(Records from a data collection)

= = = =

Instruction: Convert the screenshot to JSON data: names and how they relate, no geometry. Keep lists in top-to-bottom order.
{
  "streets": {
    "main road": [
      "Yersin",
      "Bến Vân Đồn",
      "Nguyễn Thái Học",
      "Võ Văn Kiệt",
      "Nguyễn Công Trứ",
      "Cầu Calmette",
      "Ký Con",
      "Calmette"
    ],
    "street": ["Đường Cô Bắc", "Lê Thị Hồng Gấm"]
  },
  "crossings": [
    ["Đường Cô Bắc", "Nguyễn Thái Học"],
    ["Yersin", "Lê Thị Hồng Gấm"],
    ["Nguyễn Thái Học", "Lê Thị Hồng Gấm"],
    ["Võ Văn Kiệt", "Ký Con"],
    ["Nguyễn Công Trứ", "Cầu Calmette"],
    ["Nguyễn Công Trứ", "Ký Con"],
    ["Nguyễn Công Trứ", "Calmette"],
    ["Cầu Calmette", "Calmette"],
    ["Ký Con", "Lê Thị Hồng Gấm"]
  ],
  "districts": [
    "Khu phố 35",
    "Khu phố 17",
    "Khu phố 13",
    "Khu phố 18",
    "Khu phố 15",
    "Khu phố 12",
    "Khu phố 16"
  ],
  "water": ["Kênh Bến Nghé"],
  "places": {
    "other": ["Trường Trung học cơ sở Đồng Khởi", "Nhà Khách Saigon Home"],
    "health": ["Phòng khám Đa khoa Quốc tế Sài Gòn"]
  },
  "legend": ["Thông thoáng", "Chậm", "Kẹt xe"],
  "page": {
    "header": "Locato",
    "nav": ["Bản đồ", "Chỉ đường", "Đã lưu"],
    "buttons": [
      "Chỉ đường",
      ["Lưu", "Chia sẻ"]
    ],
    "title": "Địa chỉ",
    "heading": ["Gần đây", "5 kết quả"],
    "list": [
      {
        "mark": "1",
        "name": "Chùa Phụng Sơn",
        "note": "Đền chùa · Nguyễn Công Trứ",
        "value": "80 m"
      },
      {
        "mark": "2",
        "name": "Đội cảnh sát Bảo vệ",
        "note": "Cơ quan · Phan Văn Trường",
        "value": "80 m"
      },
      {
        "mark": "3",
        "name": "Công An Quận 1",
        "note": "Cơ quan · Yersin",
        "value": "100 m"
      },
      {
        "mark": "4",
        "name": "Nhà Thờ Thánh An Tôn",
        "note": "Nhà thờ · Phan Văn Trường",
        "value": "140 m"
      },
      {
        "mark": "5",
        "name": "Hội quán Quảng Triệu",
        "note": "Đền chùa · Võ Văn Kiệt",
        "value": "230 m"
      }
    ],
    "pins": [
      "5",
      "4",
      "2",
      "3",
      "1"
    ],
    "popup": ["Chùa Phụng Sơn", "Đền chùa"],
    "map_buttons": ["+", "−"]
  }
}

= = = =

About this exercise: Please return all lines above in which the string "Yersin" is found.

Result of this exercise:
      "Yersin",
    ["Yersin", "Lê Thị Hồng Gấm"],
        "note": "Cơ quan · Yersin",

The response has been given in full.